Pierres offertes aux mains la nuit. des jours où le vent donnait congé, quand le froid sortait de terre. Sait-on encore de quoi il parle ?

« D’abord où sommes-nous ? » avons-nous entendu. on le regarda, nous longions les parois de l’iceberg, on le réchauffe nous chuchotions-nous, on se promettait de lui redonner d’urgence des cours de langue : tes yeux, ta bouche, le lait, le soleil, les brumes.

.

___________ #10

blanc que la neige assemble, la nuit tombe sur la mer, derrière les rideaux le vent dans les cloches. à force d’échouer un seul mot suffit

temps cannibale

Max Klinger (Detail) la mort qui pisse, 1880le jour est de plus en plus court, le temps file, déborde, fatigue – une impasse sur la nuit, des stores, des nuits de plus en plus blanches, la mémoire longue qui s’endort, l’exigu gonfle à vue d’œil – n’avoir rien vu venir, tout ce temps volé, par quel tour croire que maintenant on sait ? réunis, exténués, déplacés par des rêves archaïques, tanguant de colère et malheur, prisonnier d’une ombre, temps vorace, et la mort riant te rattrape, malheureux, te dire tout ça n’est pas histoire de temps   /   Dehors la nuit et la neige. la méditation est une façon radicale de laisser le temps passer, la mort rit à chaudes larmes, ondule le silence. le bruit des combats approche et nulle place pour fuir. le rêve est un véhicule emprunté. les chemins passent entre les rêves pour les réunir, des syllabes s’y prennent, le chat suit des yeux les échanges invisibles

dans l’empreinte

La surface du puzzle s’est accrue jusqu’à épouser la moindre anfractuosité du dernier point visible. Puis le regard revient, s’attarde au plus petit point, se pose à portée de main, il croise Daedalus égaré creusant son labyrinthe pour s’en évader, revenir au plan. Pas la moindre seconde à perdre, pourtant il n’y a aucun temps en réserve, le temps qu’il imagine n’existe pas.

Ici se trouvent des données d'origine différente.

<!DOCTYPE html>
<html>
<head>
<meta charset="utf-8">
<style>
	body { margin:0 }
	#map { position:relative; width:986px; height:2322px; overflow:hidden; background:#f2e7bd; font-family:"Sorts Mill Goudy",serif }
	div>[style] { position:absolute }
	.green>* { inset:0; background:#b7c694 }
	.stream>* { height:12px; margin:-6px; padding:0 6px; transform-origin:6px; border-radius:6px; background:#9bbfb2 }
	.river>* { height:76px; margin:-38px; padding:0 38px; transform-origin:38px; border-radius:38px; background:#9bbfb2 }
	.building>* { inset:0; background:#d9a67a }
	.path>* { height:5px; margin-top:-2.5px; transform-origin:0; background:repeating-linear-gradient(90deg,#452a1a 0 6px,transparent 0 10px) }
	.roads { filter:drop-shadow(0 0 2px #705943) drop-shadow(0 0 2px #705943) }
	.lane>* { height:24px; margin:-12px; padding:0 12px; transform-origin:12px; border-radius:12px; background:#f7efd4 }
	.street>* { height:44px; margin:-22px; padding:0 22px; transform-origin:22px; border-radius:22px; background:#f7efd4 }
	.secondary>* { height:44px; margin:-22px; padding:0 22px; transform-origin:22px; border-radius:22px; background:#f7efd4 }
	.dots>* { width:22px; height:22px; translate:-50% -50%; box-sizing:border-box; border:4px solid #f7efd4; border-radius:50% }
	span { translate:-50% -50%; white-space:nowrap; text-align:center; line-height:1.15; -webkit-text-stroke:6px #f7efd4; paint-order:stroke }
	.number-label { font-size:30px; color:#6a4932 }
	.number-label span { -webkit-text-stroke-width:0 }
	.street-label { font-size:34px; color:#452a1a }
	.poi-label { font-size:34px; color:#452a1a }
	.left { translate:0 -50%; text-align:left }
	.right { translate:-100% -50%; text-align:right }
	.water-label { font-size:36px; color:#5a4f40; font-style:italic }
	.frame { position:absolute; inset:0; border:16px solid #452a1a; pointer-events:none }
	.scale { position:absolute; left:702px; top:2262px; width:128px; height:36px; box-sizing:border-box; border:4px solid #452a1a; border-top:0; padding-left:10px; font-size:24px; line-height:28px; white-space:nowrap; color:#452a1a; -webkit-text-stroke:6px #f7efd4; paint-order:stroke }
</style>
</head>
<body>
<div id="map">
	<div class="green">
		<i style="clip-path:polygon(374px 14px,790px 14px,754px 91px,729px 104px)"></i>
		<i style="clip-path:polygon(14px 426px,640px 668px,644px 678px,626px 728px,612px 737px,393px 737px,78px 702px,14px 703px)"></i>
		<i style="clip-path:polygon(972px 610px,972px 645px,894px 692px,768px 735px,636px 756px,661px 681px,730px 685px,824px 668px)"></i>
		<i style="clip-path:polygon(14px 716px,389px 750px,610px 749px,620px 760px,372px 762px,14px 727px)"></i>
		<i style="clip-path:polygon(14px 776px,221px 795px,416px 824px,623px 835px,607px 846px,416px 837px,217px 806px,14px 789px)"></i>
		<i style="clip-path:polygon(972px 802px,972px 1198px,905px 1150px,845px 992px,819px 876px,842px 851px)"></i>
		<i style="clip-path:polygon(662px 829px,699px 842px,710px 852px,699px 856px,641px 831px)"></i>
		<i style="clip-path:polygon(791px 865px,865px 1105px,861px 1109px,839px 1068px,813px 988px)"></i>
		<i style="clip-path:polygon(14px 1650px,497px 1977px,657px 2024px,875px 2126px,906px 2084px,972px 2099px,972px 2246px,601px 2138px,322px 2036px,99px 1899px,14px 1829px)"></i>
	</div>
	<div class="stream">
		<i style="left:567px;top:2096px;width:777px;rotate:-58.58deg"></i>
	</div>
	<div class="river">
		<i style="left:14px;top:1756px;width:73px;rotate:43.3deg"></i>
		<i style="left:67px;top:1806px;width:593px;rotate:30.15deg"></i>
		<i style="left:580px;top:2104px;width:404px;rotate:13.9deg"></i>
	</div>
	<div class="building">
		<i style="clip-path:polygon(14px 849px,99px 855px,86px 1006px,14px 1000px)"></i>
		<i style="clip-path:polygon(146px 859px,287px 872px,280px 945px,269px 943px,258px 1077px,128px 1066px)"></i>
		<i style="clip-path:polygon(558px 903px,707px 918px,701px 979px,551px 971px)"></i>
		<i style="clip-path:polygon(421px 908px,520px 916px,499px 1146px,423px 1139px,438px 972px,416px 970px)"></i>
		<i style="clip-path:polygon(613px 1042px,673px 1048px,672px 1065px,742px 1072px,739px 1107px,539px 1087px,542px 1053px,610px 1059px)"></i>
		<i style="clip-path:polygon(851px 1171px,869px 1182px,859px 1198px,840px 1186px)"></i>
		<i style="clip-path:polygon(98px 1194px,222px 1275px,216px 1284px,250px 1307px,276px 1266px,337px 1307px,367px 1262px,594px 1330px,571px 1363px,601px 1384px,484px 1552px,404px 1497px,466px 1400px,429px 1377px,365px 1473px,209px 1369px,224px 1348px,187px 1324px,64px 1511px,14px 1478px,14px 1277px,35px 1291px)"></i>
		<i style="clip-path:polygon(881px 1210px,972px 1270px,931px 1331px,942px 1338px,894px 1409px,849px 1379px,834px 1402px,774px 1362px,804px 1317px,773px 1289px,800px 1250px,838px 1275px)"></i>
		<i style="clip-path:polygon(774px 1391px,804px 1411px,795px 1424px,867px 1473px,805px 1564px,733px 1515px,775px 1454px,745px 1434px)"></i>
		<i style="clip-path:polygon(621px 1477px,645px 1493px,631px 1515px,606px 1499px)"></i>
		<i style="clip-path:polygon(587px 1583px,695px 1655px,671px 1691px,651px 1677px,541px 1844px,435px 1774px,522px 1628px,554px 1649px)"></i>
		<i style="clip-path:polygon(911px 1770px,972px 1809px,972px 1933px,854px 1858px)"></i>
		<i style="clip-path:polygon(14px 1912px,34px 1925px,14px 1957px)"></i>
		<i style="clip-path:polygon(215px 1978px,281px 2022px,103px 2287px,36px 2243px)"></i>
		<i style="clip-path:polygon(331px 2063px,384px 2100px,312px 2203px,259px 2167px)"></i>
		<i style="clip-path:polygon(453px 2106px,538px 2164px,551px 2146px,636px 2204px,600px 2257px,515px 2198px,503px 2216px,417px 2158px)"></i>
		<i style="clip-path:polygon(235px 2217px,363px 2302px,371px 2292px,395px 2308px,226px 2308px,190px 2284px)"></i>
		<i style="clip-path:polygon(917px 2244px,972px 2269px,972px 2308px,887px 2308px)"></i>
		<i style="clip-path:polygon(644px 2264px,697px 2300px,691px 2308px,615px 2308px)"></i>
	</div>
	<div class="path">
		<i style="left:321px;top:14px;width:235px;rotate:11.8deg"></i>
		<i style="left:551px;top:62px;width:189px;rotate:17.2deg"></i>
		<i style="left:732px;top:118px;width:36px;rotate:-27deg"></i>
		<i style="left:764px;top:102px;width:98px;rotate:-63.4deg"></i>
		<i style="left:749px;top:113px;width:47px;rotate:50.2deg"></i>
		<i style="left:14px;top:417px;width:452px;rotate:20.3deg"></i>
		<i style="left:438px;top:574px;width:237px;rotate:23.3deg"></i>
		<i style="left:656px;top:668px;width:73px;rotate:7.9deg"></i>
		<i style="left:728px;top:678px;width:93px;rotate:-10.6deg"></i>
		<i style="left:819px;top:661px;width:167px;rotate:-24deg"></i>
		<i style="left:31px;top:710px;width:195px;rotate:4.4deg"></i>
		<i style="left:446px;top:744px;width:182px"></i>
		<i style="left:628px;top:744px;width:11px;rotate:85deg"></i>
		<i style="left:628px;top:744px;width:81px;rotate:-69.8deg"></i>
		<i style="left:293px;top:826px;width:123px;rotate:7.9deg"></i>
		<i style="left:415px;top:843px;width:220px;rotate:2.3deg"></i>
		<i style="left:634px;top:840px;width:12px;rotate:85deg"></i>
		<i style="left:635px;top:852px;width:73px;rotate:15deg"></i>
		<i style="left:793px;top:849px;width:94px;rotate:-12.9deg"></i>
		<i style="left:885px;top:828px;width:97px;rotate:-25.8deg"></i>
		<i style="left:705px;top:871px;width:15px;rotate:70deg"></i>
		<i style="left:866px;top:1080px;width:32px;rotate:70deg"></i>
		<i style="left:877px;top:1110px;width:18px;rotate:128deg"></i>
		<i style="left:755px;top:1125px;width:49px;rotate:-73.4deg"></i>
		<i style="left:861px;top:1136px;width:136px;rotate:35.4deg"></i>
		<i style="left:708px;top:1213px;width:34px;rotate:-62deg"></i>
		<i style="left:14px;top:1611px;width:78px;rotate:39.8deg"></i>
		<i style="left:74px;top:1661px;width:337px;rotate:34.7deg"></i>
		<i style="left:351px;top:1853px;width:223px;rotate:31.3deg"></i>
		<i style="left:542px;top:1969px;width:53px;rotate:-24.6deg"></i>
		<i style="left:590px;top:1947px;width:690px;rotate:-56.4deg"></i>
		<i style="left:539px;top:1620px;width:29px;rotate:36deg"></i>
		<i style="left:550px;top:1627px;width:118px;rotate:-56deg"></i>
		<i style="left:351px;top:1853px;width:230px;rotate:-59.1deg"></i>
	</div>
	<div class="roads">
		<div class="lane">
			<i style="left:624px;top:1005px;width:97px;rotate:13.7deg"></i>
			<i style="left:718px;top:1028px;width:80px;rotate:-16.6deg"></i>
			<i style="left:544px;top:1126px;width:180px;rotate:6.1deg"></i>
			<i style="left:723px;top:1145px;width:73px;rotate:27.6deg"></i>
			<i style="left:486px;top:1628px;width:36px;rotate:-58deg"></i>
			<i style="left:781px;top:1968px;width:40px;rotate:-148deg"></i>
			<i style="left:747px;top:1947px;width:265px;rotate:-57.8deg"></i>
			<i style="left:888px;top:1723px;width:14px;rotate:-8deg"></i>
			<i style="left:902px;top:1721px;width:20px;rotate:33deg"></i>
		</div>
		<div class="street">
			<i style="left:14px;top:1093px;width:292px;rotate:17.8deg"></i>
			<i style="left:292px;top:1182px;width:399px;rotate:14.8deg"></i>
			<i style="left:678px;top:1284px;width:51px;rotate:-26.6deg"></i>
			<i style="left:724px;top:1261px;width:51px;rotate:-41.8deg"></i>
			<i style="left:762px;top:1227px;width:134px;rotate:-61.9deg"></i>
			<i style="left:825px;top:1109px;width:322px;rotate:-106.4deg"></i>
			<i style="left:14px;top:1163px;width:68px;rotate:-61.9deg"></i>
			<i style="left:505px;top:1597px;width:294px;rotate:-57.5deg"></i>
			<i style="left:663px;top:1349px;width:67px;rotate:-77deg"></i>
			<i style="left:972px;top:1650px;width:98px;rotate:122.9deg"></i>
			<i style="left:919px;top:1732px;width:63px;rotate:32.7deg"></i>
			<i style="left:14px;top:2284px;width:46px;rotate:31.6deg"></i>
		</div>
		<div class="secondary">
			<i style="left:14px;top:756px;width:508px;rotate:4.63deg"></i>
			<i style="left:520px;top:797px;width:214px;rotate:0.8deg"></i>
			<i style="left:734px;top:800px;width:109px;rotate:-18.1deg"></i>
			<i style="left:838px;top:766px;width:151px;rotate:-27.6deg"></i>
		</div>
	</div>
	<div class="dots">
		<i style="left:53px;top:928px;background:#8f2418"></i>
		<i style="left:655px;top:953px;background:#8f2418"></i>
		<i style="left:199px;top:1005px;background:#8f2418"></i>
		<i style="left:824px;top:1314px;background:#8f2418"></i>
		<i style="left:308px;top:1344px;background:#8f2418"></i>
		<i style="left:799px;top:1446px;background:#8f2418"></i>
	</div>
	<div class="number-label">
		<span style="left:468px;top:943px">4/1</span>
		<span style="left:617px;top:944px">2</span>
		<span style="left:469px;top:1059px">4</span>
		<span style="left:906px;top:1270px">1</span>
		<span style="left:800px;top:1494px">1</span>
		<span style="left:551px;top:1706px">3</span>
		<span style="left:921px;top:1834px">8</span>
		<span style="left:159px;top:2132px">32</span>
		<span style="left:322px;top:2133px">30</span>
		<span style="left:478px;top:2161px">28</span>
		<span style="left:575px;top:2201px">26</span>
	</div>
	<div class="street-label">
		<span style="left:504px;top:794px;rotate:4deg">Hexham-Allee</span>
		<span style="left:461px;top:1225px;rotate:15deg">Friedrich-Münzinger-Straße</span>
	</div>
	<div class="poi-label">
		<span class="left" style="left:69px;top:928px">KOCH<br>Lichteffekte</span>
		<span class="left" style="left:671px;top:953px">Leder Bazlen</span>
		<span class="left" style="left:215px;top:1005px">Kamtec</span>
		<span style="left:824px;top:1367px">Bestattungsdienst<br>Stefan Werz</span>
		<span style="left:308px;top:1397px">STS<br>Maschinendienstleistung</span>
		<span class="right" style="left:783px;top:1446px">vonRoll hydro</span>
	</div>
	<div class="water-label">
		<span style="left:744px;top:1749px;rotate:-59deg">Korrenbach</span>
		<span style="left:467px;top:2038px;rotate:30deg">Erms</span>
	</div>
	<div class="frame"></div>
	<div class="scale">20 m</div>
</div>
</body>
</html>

Par nuit claire quatorze milliards d’années dorment au fond des yeux. Les calculs nous dépassent, cinq à dix milliards d’années resteraient encore pour épuiser la connaissance de l’univers observable.

plancher

Je l’ai rencontrée il y a longtemps, il en fut déjà ainsi au premier jour, l’espace pivotait s’accélérait, la béance du soleil, les ombres amies prodigues. Il y a combien d’années ? Depuis j’abrège mes jours, je disperse le temps de l’origine aux creux des lisières microscopiques, les ombres allongées occupent la nuit, j’ai mangé du temps, je mange le temps d’encore, je laisse les brumes brouter l’avenir, le dos tourné. Ce que j’ai lu entendu vu se confond, s’éloigne un peu plus, la passion laisse un goût de fane ou croupit quelque part, compagnie pâle du refuge, indifférente aux catastrophes, un sourire à rien, des portraits des odeurs de couloirs sans porte où traversent des veilleuses aux lueurs ternes ensommeillées.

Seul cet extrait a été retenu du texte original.